Advanced balding restoration
After a hair transplant, the balding area will have some hair coverage. At the same time the preserved density of the donor area reveals that the person still has male patterned baldness. In the worst case, it shows that the patient had a hair transplant. In this photo, the restored coverage of the recipient area is designed based on 30% of the donor area. This model is a good representation of what a modest hair transplant can produce in covering a large balding area.
This condition could be worse after extensive Strip FUT procedures in which the donor area keeps most of the original density while becoming significantly narrower due to several strip removals.
In all of the above photos we can see that patients still kept the patterned baldness, despite having a hair restoration to cover a large area of the scalp.
If a hair transplant surgeon can effectively minimize the donor density, he can reduce the contrast between the donor and recipient area. The depletion should be strategic and done evenly. This method is ideal for people who want to always keep their entire hair short or the ones who prefer wearing a crew cut on the back and sides.
The even distribution of hair is important on the donor. To achieve this level of evenness, the extraction from the donor should be extensive. However, harvesting hair should be calculated and the number of hairs per graft should be considered in each pass of the hair transplant. Early harvest of the grafts with a higher number of hairs per graft usually helps create the desired lower density on the donor area while it helps maximize the hair that is needed to restore other areas.
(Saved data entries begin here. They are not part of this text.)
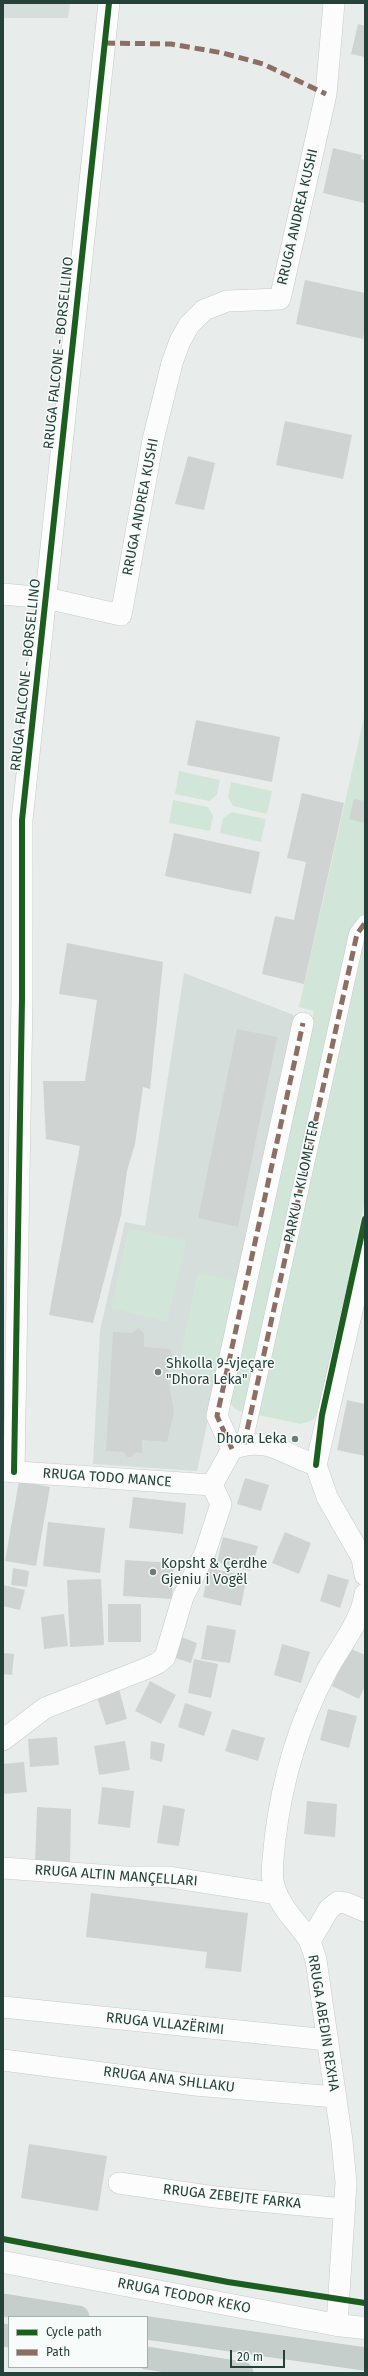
<!DOCTYPE html>
<meta charset="utf-8">
<style>
body{margin:0}
#map{position:relative;width:368px;height:2376px;overflow:hidden;background:#e8edeb;font-family:"Fira Sans",sans-serif}
canvas{display:block}
.frame{position:absolute;inset:0;border:4px solid #24423a;pointer-events:none}
.legend{position:absolute;left:8px;top:2316px;width:140px;height:52px;box-sizing:border-box;background:#f7fbf9;border:1px solid #a3b1ad;margin:0;padding:5px 7px;list-style:none;font-size:12px;color:#24423a}
.legend li{display:flex;align-items:center;gap:8px;height:20px}
.legend b{width:20px;border:1px solid #a3b1ad}
.scale{position:absolute;left:230px;top:2350px;width:55px;height:18px;box-sizing:border-box;border:2px solid #24423a;border-top:0;padding-left:5px;font-size:12px;line-height:14px;white-space:nowrap;color:#24423a;-webkit-text-stroke:3px #f7fbf9;paint-order:stroke}
</style>
<div id="map">
<canvas width="368" height="2376"></canvas>
<div class="frame"></div>
<ul class="legend">
<li><b style="height:5px;background:#1b5e20"></b>Cycle path</li>
<li><b style="height:5px;background:#8d6e63"></b>Path</li>
</ul>
<div class="scale">20 m</div>
</div>
<script>
const ctx = document.querySelector('canvas').getContext('2d');
ctx.lineJoin = 'round';
function paint(path, color) { ctx.fillStyle = color; ctx.fill(path, 'evenodd'); }
function strokePath(path, color, width, dash) { ctx.strokeStyle = color; ctx.lineWidth = width; ctx.lineCap = dash ? 'butt' : 'round'; ctx.setLineDash(dash || []); ctx.stroke(path); }
function drawText(font, color, halo, rows, align = 'center') {
  ctx.font = font + ' "Fira Sans",sans-serif'; ctx.lineWidth = 3; ctx.setLineDash([]); ctx.textBaseline = 'middle'; ctx.strokeStyle = halo; ctx.fillStyle = color; for (const [text, x, y, turn = 0] of rows) {
    ctx.save(); ctx.translate(x, y); ctx.rotate((+turn || 0) * Math.PI / 180); ctx.textAlign = isNaN(turn) ? turn : align; if (halo) ctx.strokeText(text, 0, 0); ctx.fillText(text, 0, 0); ctx.restore();
  }
}
paint(new Path2D(`
 M3,3H70L68,18H3Z
 M184,973L294,1015L197,1471L93,1464L100,1330L125,1222L145,1226Z`), '#d6dedb');
paint(new Path2D(`
 M365,713V1200L318,1413L313,1420L301,1424L239,1411L233,1407L230,1401L314,1011L299,1007Z
 M179,771L220,780L217,795L209,801L175,794Z
 M231,782L272,791L267,814L233,806L228,797Z
 M173,800L208,807L213,816L210,831L169,823Z
 M232,812L266,819L261,842L220,833L223,818Z
 M129,1228L186,1241L167,1322L111,1308Z
 M198,1273L235,1281L214,1376L177,1368Z`), '#d1e6d8');
paint(new Path2D(`
 M358,24L365,26V57L351,54Z
 M333,148L362,155L361,159L365,160L364,203L323,193Z
 M305,280L365,293V328L363,339L296,324Z
 M285,421L352,435L343,479L276,465Z
 M188,456L215,463L204,510L175,504Z
 M196,720L280,737L272,782L187,765Z
 M302,793L344,803L304,984L262,974L275,916L294,920L306,862L287,858Z
 M354,799L365,801L364,823L349,819Z
 M174,833L260,852L251,894L165,876Z
 M67,943L163,962L150,1089L143,1087L135,1144L127,1171L121,1215L93,1323L49,1315L80,1146L46,1139L43,1081H85L97,1000L59,994Z
 M237,1029L277,1037L238,1227L198,1218Z
 M138,1328L144,1333V1347L170,1349L172,1354L168,1378L174,1412L167,1442L142,1440V1453L135,1452L132,1457H127L124,1452L106,1451L113,1332L132,1333Z
 M347,1400L365,1404V1456L337,1450Z
 M245,1478L269,1485L261,1511L237,1504Z
 M19,1481L50,1487L36,1566L5,1561Z
 M133,1497L186,1503L183,1534L129,1528Z
 M48,1522L105,1528L100,1573L43,1566Z
 M285,1532L311,1543L299,1574L272,1563Z
 M223,1537L258,1546L251,1571L217,1562Z
 M125,1560L174,1563L172,1599L123,1596Z
 M13,1568L29,1571L27,1587L11,1585Z
 M209,1568L247,1576L241,1606L203,1597Z
 M328,1574L349,1580L340,1608L320,1601Z
 M101,1579L104,1645L70,1647L67,1580Z
 M3,1585L25,1590L20,1610L3,1606Z
 M108,1604H141V1642H108Z
 M64,1614L68,1646L44,1649L41,1617Z
 M207,1625L236,1630L230,1663L201,1659Z
 M179,1636L197,1643L191,1663L172,1657Z
 M282,1644L310,1652L301,1683L274,1675Z
 M349,1648L365,1655V1686L359,1699L332,1686Z
 M3,1653L14,1654L12,1675L3,1674Z
 M194,1659L218,1664L211,1698L188,1693Z
 M150,1681L176,1695L161,1724L135,1711Z
 M119,1689L127,1719L106,1725L97,1698Z
 M185,1703L212,1712L204,1736L178,1727Z
 M328,1709L357,1716L349,1748L320,1740Z
 M232,1729L265,1738L258,1761L225,1751Z
 M57,1737L59,1765L30,1767L28,1739Z
 M125,1741L130,1770L99,1775L94,1746Z
 M151,1741L165,1744L162,1762L150,1759Z
 M24,1762L27,1792L3,1794V1764Z
 M102,1787L134,1791L130,1828L98,1824Z
 M307,1801L337,1804L335,1837L304,1834Z
 M163,1805L185,1809L179,1846L157,1843Z
 M37,1807L71,1809L70,1864L35,1863Z
 M91,1893L248,1913L241,1972L205,1968L207,1952L86,1937Z
 M29,2144L107,2156L98,2211L21,2198Z`), '#cfd4d2');
const pedestrian = new Path2D(`
 M244,1444L357,934L365,923`);
const minor = new Path2D(`
 M3,594L46,598L121,615L153,440L172,363L180,341L189,325L204,310L227,301L280,299L326,94L334,3
 M232,1449L217,1416L303,1023
 M232,1449C269,1435 283,1455 316,1465
 M316,1465L365,1255
 M316,1465L327,1497L362,1558L365,1575
 M3,1471L212,1485
 M14,1472L22,999V820L109,3
 M212,1485L232,1449
 M3,1740L45,1708L145,1669L158,1663L165,1657L183,1597L205,1553L221,1504L212,1485
 M3,1868L126,1877H169L277,1894
 M310,1941L329,1909L338,1902L346,1903L365,1911
 M3,2007L328,2040
 M3,2060L195,2085L335,2097
 M119,2183L215,2197L345,2209
 M337,2325L346,2183L342,2141L316,1960C314,1954 312,1946 309,1940C296,1920 278,1907 273,1881C271,1868 274,1852 275,1839C282,1780 298,1725 326,1672C340,1646 361,1622 365,1594`);
const secondary = new Path2D(`
 M3,2262L337,2325L365,2328`);
const trunk = new Path2D(`
 M3,2305L78,2317
 M147,2328L365,2359
 M3,2335L9,2336
 M147,2358L242,2373`);
strokePath(pedestrian, '#c5cac8', 17);
strokePath(minor, '#c5cac8', 22);
strokePath(secondary, '#c3cbc8', 23);
strokePath(trunk, '#c3ccc9', 23);
strokePath(pedestrian, '#fcfcfc', 16);
strokePath(minor, '#fcfcfc', 21);
strokePath(secondary, '#fcfcfc', 22);
strokePath(trunk, '#c6cecc', 22);
strokePath(new Path2D(`
 M105,43L171,44L223,53L263,64L326,94
 M244,1444L357,934L365,923
 M232,1449L217,1416L303,1023`), '#8d6e63', 5, [10, 5]);
strokePath(new Path2D(`
 M316,1465L322,1415L365,1219
 M14,1472L22,999V820L109,3
 M3,2239L228,2282L365,2303`), '#1b5e20', 6);
for (const [x, y, r, color] of [
 [158,1372,4,"#697e78"],
 [295,1439,4,"#697e78"],
 [153,1572,4,"#697e78"]
]) { const dot = new Path2D(); dot.arc(x, y, r, 0, 2 * Math.PI); ctx.fillStyle = color; ctx.fill(dot); strokePath(dot, '#f7fbf9', 1.5); }
drawText('14px', '#24423a', '#f7fbf9', [
 ["RRUGA ANDREA KUSHI",298,217,-77],
 ["RRUGA FALCONE - BORSELLINO",59,353,-84],
 ["RRUGA ANDREA KUSHI",141,507,-79],
 ["RRUGA FALCONE - BORSELLINO",26,675,-84],
 ["PARKU 1 KILOMETER",302,1182,-78],
 ["RRUGA TODO MANCE",107,1478,4],
 ["RRUGA ALTIN MANÇELLARI",116,1876,4],
 ["RRUGA ABEDIN REXHA",323,2023,81],
 ["RRUGA VLLAZËRIMI",165,2024,6],
 ["RRUGA ANA SHLLAKU",169,2080,7],
 ["RRUGA ZEBEJTE FARKA",232,2197,6],
 ["RRUGA TEODOR KEKO",184,2296,11]
]);
drawText('14px', '#24423a', '#f7fbf9', [
 ["Shkolla 9-vjeçare",166,1364],
 ["\"Dhora Leka\"",166,1380],
 ["Dhora Leka",287,1439,"right"],
 ["Kopsht & Çerdhe",161,1564],
 ["Gjeniu i Vogël",161,1580]
], 'left');
</script>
Minimizing the density on the donor area is also important in patients who have a scalp scar. A typical strip hair transplant scar is the scar that the patient gets after an old strip hair transplant. Hair transplantation into the scar can minimize the visibility of the scar by reducing the contrast between the scar that has no hair and surrounding areas with full density. Hair should be harvested at the areas immediately closest to the scar and placed in the scar to minimize the contrast and visibility of the scar.
Donor fringe dilemma
A hair transplant surgeon should try to avoid extracting and transplanting hair on the fringe of the donor area. These are the hairs that may not be permanent and, as a patient ages and hair loss advances, they may become miniaturized and fall. That may create a problem that prevents progress toward a total evenness until he loses those fringe hairs. The solution could be a cherry pick harvesting of the thicker hair grafts from that area. That should be done with the understanding that some of those hairs will not be permanent and, at some point, they will fall. The hair that is harvested from the fringe area should never be used to restore essential areas like a frontal hairline or the center of the whole area in the crown. These patients should know that creating total evenness means receiving some hair that might be gone at some point.
Creating total evenness for patients with advanced classes of hair loss can help surgeons minimize the contrast between the donor and recipient area. This aggressive extraction of hair from the donor area can also provide a great source of hair for these patients who need those grafts the most. Creation of a total evenness should be staged so the maximum number of grafts could be provided while developing an even appearance of donor area. The procedure is ideal for patients who plan to keep their hair trimmed overall or just short on the back. This option should be reviewed with any patient who suffers from an advance class of hair loss with a limited donor supply.